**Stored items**
== Segment start ==
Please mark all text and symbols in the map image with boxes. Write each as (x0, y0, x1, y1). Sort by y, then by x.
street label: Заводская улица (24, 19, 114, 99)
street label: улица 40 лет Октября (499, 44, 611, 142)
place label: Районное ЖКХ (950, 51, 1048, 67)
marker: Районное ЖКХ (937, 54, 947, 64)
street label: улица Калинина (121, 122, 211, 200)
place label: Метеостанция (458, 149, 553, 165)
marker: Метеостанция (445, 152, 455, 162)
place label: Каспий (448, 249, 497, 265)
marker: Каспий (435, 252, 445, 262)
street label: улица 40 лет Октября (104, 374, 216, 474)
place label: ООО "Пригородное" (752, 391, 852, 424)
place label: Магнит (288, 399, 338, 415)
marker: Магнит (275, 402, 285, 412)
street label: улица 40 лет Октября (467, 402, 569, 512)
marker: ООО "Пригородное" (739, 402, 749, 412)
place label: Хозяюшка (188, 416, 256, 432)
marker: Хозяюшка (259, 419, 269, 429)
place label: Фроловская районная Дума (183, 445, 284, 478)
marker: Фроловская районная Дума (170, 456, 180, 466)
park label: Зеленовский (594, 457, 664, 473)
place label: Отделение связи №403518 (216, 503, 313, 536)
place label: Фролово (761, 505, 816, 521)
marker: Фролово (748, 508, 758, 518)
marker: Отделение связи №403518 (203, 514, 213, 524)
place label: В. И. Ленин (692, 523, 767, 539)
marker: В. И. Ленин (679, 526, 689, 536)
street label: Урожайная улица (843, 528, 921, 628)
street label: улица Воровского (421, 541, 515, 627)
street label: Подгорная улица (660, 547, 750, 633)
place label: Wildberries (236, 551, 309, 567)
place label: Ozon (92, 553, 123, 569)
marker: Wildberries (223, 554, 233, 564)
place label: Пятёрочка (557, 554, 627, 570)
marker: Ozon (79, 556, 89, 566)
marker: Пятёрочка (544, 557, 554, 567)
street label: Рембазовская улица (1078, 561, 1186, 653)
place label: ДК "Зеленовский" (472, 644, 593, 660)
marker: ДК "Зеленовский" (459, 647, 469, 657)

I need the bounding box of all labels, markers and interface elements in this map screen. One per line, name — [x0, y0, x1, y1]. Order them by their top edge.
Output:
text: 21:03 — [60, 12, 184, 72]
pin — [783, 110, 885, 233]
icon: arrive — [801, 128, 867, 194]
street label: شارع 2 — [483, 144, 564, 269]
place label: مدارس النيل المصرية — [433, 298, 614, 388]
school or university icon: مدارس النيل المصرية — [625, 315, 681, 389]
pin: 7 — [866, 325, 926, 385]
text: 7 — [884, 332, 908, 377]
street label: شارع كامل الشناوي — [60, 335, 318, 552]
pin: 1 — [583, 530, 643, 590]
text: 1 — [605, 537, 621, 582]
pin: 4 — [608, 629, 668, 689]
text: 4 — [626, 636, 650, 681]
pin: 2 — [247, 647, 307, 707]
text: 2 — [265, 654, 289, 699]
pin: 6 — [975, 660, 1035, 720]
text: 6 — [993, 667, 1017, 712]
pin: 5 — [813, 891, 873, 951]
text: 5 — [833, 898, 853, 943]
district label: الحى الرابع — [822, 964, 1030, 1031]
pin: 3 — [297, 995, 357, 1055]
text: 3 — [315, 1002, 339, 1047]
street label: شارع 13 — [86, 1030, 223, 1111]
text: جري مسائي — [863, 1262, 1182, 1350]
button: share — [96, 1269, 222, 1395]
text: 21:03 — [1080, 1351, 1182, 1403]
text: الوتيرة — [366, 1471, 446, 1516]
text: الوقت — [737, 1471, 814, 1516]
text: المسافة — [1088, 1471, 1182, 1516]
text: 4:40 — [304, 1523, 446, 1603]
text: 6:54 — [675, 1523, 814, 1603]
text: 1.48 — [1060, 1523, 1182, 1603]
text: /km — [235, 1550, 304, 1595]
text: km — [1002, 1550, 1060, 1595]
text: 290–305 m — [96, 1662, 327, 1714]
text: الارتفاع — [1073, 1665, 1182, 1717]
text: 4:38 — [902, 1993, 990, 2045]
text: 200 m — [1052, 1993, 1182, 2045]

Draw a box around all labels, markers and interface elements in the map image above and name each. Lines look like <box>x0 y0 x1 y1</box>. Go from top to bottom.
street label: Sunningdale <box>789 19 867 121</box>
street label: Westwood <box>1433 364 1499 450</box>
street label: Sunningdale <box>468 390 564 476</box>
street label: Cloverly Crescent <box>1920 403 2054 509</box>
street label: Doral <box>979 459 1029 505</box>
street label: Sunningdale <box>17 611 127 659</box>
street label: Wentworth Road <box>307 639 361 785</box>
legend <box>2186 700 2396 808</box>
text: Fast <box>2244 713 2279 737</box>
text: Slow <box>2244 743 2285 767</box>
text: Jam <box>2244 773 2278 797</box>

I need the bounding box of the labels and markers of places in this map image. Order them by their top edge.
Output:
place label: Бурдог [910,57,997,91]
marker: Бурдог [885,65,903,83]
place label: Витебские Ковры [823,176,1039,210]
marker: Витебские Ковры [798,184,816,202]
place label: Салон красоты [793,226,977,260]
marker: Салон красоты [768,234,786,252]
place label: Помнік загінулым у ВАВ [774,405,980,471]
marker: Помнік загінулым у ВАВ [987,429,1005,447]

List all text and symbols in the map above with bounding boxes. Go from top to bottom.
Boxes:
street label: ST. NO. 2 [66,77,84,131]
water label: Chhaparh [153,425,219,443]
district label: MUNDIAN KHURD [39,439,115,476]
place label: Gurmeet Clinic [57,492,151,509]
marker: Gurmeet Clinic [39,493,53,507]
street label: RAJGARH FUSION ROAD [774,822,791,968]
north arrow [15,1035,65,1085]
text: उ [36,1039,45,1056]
== Segment end ==
Once you have read the data, copy all of it out exactly.

Please mark all text and symbols in the map image with boxes. Write each as (x0, y0, x1, y1). Sort by y, then by x.
street label: Заводская улица (24, 19, 114, 99)
street label: улица 40 лет Октября (499, 44, 611, 142)
place label: Районное ЖКХ (950, 51, 1048, 67)
marker: Районное ЖКХ (937, 54, 947, 64)
street label: улица Калинина (121, 122, 211, 200)
place label: Метеостанция (458, 149, 553, 165)
marker: Метеостанция (445, 152, 455, 162)
place label: Каспий (448, 249, 497, 265)
marker: Каспий (435, 252, 445, 262)
street label: улица 40 лет Октября (104, 374, 216, 474)
place label: ООО "Пригородное" (752, 391, 852, 424)
place label: Магнит (288, 399, 338, 415)
marker: Магнит (275, 402, 285, 412)
street label: улица 40 лет Октября (467, 402, 569, 512)
marker: ООО "Пригородное" (739, 402, 749, 412)
place label: Хозяюшка (188, 416, 256, 432)
marker: Хозяюшка (259, 419, 269, 429)
place label: Фроловская районная Дума (183, 445, 284, 478)
marker: Фроловская районная Дума (170, 456, 180, 466)
park label: Зеленовский (594, 457, 664, 473)
place label: Отделение связи №403518 (216, 503, 313, 536)
place label: Фролово (761, 505, 816, 521)
marker: Фролово (748, 508, 758, 518)
marker: Отделение связи №403518 (203, 514, 213, 524)
place label: В. И. Ленин (692, 523, 767, 539)
marker: В. И. Ленин (679, 526, 689, 536)
street label: Урожайная улица (843, 528, 921, 628)
street label: улица Воровского (421, 541, 515, 627)
street label: Подгорная улица (660, 547, 750, 633)
place label: Wildberries (236, 551, 309, 567)
place label: Ozon (92, 553, 123, 569)
marker: Wildberries (223, 554, 233, 564)
place label: Пятёрочка (557, 554, 627, 570)
marker: Ozon (79, 556, 89, 566)
marker: Пятёрочка (544, 557, 554, 567)
street label: Рембазовская улица (1078, 561, 1186, 653)
place label: ДК "Зеленовский" (472, 644, 593, 660)
marker: ДК "Зеленовский" (459, 647, 469, 657)

I need the bounding box of all labels, markers and interface elements in this map screen. One per line, name — [x0, y0, x1, y1]. Order them by their top edge.
Output:
text: 21:03 — [60, 12, 184, 72]
pin — [783, 110, 885, 233]
icon: arrive — [801, 128, 867, 194]
street label: شارع 2 — [483, 144, 564, 269]
place label: مدارس النيل المصرية — [433, 298, 614, 388]
school or university icon: مدارس النيل المصرية — [625, 315, 681, 389]
pin: 7 — [866, 325, 926, 385]
text: 7 — [884, 332, 908, 377]
street label: شارع كامل الشناوي — [60, 335, 318, 552]
pin: 1 — [583, 530, 643, 590]
text: 1 — [605, 537, 621, 582]
pin: 4 — [608, 629, 668, 689]
text: 4 — [626, 636, 650, 681]
pin: 2 — [247, 647, 307, 707]
text: 2 — [265, 654, 289, 699]
pin: 6 — [975, 660, 1035, 720]
text: 6 — [993, 667, 1017, 712]
pin: 5 — [813, 891, 873, 951]
text: 5 — [833, 898, 853, 943]
district label: الحى الرابع — [822, 964, 1030, 1031]
pin: 3 — [297, 995, 357, 1055]
text: 3 — [315, 1002, 339, 1047]
street label: شارع 13 — [86, 1030, 223, 1111]
text: جري مسائي — [863, 1262, 1182, 1350]
button: share — [96, 1269, 222, 1395]
text: 21:03 — [1080, 1351, 1182, 1403]
text: الوتيرة — [366, 1471, 446, 1516]
text: الوقت — [737, 1471, 814, 1516]
text: المسافة — [1088, 1471, 1182, 1516]
text: 4:40 — [304, 1523, 446, 1603]
text: 6:54 — [675, 1523, 814, 1603]
text: 1.48 — [1060, 1523, 1182, 1603]
text: /km — [235, 1550, 304, 1595]
text: km — [1002, 1550, 1060, 1595]
text: 290–305 m — [96, 1662, 327, 1714]
text: الارتفاع — [1073, 1665, 1182, 1717]
text: 4:38 — [902, 1993, 990, 2045]
text: 200 m — [1052, 1993, 1182, 2045]

Draw a box around all labels, markers and interface elements in the map image above and name each. Lines look like <box>x0 y0 x1 y1</box>. Go from top to bottom.
street label: Sunningdale <box>789 19 867 121</box>
street label: Westwood <box>1433 364 1499 450</box>
street label: Sunningdale <box>468 390 564 476</box>
street label: Cloverly Crescent <box>1920 403 2054 509</box>
street label: Doral <box>979 459 1029 505</box>
street label: Sunningdale <box>17 611 127 659</box>
street label: Wentworth Road <box>307 639 361 785</box>
legend <box>2186 700 2396 808</box>
text: Fast <box>2244 713 2279 737</box>
text: Slow <box>2244 743 2285 767</box>
text: Jam <box>2244 773 2278 797</box>

I need the bounding box of the labels and markers of places in this map image. Order them by their top edge.
Output:
place label: Бурдог [910,57,997,91]
marker: Бурдог [885,65,903,83]
place label: Витебские Ковры [823,176,1039,210]
marker: Витебские Ковры [798,184,816,202]
place label: Салон красоты [793,226,977,260]
marker: Салон красоты [768,234,786,252]
place label: Помнік загінулым у ВАВ [774,405,980,471]
marker: Помнік загінулым у ВАВ [987,429,1005,447]

List all text and symbols in the map above with bounding boxes. Go from top to bottom.
Boxes:
street label: ST. NO. 2 [66,77,84,131]
water label: Chhaparh [153,425,219,443]
district label: MUNDIAN KHURD [39,439,115,476]
place label: Gurmeet Clinic [57,492,151,509]
marker: Gurmeet Clinic [39,493,53,507]
street label: RAJGARH FUSION ROAD [774,822,791,968]
north arrow [15,1035,65,1085]
text: उ [36,1039,45,1056]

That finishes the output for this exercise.